Limits of Coverage
What the codes say about bulletin boards and decorations in schools
NFPA Journal®, September/October 2012
Paragraph 10.2.5.3 of NFPA 101®, Life Safety Code®, limits bulletin boards, posters, and paper attached directly to the walls to not more than 20 percent of the wall area. There is an exception in the educational and day-care chapters that permits up to 50 percent of the wall area to be covered if the building is protected with automatic sprinklers. The increase up to 50 percent of the wall area for sprinklers only applies to educational and day-care occupancies.
In addition, the aggregate area referenced in the code is applied per wall. Adding all four walls together and placing paper, posters, or bulletin boards equal to 20 percent of that combined area on one wall is not permissible. The requirements are the same in Paragraph 126.96.36.199 of NFPA 1, Fire Code.
The Life Safety Code also requires that furnishings and decorations not be highly flammable or explosive in character. Subsection 10.3.1 states that where the occupancy chapters require it, draperies, curtains, and similar loose-hanging furnishings and decorations are to meet NFPA 701, Standard Methods of Fire Tests for Flame Propagation of Textiles and Films. Such requirements are described in the __ .7 sections of each of the occupancy chapters. NFPA 701 describes a simple pass/fail test for the flammability of fabrics and films. The manufacturer will provide a certificate with the drapery, curtain, or fabric, documenting that it meets the requirements of NFPA 701.

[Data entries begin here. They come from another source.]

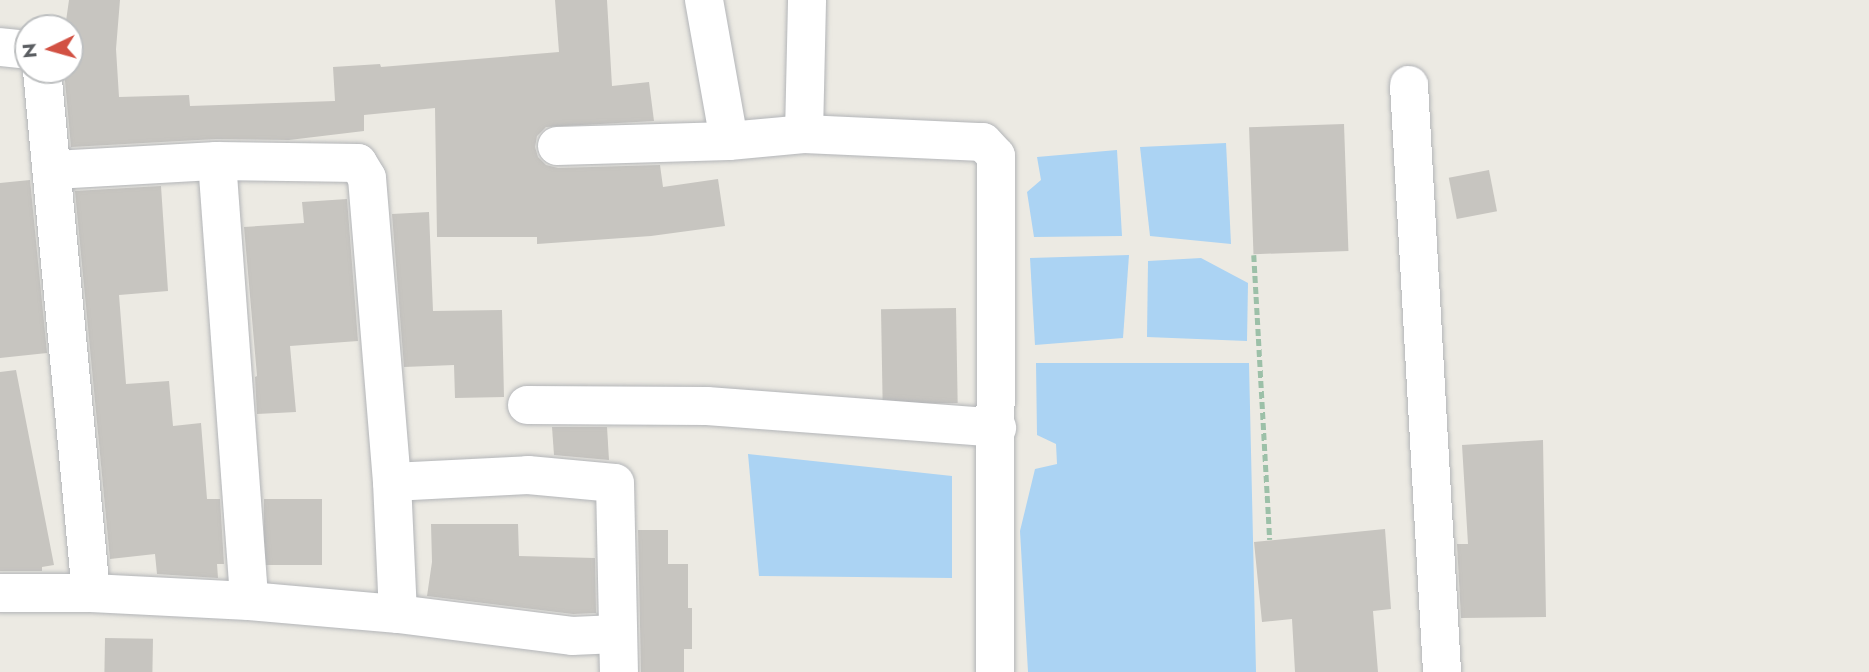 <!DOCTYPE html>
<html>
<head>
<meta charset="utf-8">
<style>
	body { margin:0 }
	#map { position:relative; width:1869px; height:672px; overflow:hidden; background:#eceae3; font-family:Jost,sans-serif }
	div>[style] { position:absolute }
	.water>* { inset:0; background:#abd3f3 }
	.building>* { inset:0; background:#c7c5c0; transform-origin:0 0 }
	.path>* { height:4.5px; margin-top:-2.25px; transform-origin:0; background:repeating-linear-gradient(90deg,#9cc0a8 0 7px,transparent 0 10.5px) }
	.roads { filter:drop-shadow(0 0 2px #b3b5b8) drop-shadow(0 0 2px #b3b5b8) }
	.minor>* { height:38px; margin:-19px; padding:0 19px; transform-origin:19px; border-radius:19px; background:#fff }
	span { translate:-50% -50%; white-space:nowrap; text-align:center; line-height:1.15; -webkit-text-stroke:6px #fff; paint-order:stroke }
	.north { position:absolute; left:14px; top:14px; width:70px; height:70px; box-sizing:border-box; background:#fff; border:2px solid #bdbfc0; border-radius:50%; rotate:265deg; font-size:19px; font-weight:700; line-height:28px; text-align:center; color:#5b5e62 }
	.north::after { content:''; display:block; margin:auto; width:24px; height:32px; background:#d25143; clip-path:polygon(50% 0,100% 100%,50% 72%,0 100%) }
</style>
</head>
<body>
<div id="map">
	<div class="water">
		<div style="clip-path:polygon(1226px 143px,1231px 244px,1150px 236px,1140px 147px)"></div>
		<div style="clip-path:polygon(1117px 150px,1122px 236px,1034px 237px,1027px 192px,1041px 180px,1037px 157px)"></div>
		<div style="clip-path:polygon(1129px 255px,1123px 338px,1035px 345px,1030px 258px)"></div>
		<div style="clip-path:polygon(1201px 258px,1248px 283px,1247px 341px,1147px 337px,1148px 261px)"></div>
		<div style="clip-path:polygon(1036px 363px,1249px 363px,1256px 672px,1028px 672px,1020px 531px,1035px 469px,1057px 464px,1056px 444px,1037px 435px)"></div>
		<div style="clip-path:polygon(748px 454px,952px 476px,952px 578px,759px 576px)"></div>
	</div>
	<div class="building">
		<div style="clip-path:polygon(69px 0,120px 0,116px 49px,119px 97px,189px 95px,190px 106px,335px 101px,333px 67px,380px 64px,381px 67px,559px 52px,555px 0,607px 0,612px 86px,649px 82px,654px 121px,546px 127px,537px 136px,535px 147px,538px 157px,546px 165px,558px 168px,660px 165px,663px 187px,718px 179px,725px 226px,651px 236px,537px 244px,537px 237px,437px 237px,435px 108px,364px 115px,364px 131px,289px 140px,216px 139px,71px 147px,64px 70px,70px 70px,70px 28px,65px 28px)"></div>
		<div style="left:1344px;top:124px;width:127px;height:95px;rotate:88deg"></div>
		<div style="left:1489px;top:170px;width:42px;height:41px;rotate:79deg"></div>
		<div style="clip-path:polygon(30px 180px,47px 353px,0 358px,0 183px)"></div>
		<div style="clip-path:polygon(161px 186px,168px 291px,119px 295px,126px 384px,169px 381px,173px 426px,201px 423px,207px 499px,220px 499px,224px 564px,217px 564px,218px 578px,157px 574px,155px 554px,110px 559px,75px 191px)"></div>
		<div style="clip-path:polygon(347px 199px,358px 341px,290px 346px,296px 412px,257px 414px,255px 377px,257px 376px,244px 227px,304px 223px,302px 202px)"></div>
		<div style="clip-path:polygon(429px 212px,433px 311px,502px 310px,504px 397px,455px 398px,454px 365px,404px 367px,392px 214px)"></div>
		<div style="left:956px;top:308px;width:95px;height:75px;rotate:89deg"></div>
		<div style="clip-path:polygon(16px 370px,54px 565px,42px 567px,42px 571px,0 571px,0 372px)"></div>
		<div style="clip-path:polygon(552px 427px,607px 427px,609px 460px,554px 455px)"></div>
		<div style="clip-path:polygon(1543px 440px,1546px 617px,1461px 618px,1457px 544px,1468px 544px,1462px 445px)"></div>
		<div style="left:264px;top:499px;width:58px;height:66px"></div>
		<div style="clip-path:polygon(431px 524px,518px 524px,519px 556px,595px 558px,596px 613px,573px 614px,427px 596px,432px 562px)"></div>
		<div style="clip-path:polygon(1385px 529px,1391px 609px,1373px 611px,1378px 672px,1295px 672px,1292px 619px,1262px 622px,1254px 542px)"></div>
		<div style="clip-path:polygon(638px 530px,668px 530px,668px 564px,688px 564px,688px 608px,692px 608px,692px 649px,684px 649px,684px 672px,641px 672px)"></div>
		<div style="left:105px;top:638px;width:48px;height:34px;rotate:1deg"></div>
	</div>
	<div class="path">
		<div style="left:1254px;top:255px;width:285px;rotate:86.8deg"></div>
	</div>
	<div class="roads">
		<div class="minor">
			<div style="left:704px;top:0;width:143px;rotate:79.9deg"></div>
			<div style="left:0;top:47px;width:28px;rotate:6deg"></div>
			<div style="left:42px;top:70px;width:525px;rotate:84.65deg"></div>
			<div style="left:1409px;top:85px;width:588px;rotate:86.78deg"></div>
			<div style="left:804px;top:134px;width:134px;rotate:-88.7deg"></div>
			<div style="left:557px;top:146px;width:172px;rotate:-1.7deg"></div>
			<div style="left:729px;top:141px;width:75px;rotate:-5.3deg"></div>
			<div style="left:804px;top:134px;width:179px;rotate:2.6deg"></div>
			<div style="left:983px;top:142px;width:19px;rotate:47deg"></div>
			<div style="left:996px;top:156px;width:516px;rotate:90.11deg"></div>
			<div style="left:217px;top:161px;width:441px;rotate:85.8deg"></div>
			<div style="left:54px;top:170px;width:163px;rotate:-3.2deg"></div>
			<div style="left:217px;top:161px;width:141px;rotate:0.8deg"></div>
			<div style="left:358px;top:163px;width:17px;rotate:59deg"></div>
			<div style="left:367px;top:178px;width:305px;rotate:85.3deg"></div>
			<div style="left:392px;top:482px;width:132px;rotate:87.4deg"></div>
			<div style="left:398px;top:614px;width:175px;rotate:7.2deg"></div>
			<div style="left:572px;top:636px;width:45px;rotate:-2.5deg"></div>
			<div style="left:527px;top:405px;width:180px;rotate:0.3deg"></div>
			<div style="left:707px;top:406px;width:291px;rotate:4.3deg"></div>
			<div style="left:392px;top:482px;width:136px;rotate:-2.9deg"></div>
			<div style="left:528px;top:475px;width:87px;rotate:5.3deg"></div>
			<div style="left:615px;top:483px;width:189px;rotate:88.8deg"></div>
			<div style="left:0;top:593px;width:91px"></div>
			<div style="left:91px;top:593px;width:158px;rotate:2.9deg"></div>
			<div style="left:249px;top:601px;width:150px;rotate:5deg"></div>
		</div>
	</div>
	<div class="north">N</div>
</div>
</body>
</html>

The Life Safety Code also makes it clear that movable walls and partitions, paneling, wall pads, and crash pads applied structurally or for decoration, acoustical correction, surface insulation, or other purposes are to be considered interior finish and not decorations. These items have to meet the requirements of the interior finish flame-spread index and the smoke-developed index specified in each occupancy chapter.
NFPA 1 goes into more detail on combustible vegetation that is used for decoration. Subsection 10.14.3 addresses combustible vegetation and states, “Artificial vegetation and artificial Christmas trees shall be labeled or otherwise identified or certified by the manufacturer as being fire retardant.” An annex note to this subsection provides examples of acceptable fire retardance. These include a maximum heat-release rate of 100 kilowatts when tested in accordance with UL 1975, Fire Tests for Foamed Plastics Used for Decorative Purposes, and NFPA 289, Standard Method of Fire Test for Individual Fuel Packages, using a 20-kilowatt ignition source. NFPA 1 also includes provisions in Subsection 10.14.9 for natural-cut trees and provides a table as to what occupancies are permited to have live-cut trees.
The requirements in the education, day-care, and assembly occupancy chapters of NFPA 101 include several specific requirements for controlling the combustibility of decorations. For example, Paragraphs 12/188.8.131.52 state, “The AHJ [authority having jurisdiction] shall impose controls on the quantity and arrangement of combustible contents in assembly occupancies to provide an adequate level of safety to life from fire.” Controlling combustible decorations is an important part of fire safety. The fall is a time of many celebrations, as well as the beginning of the school year, and enforcing the code requirements is necessary to keep everyone safe.
Chip Carson, P.E., is president of Carson Associates, Inc., a fire engineering and code consultancy.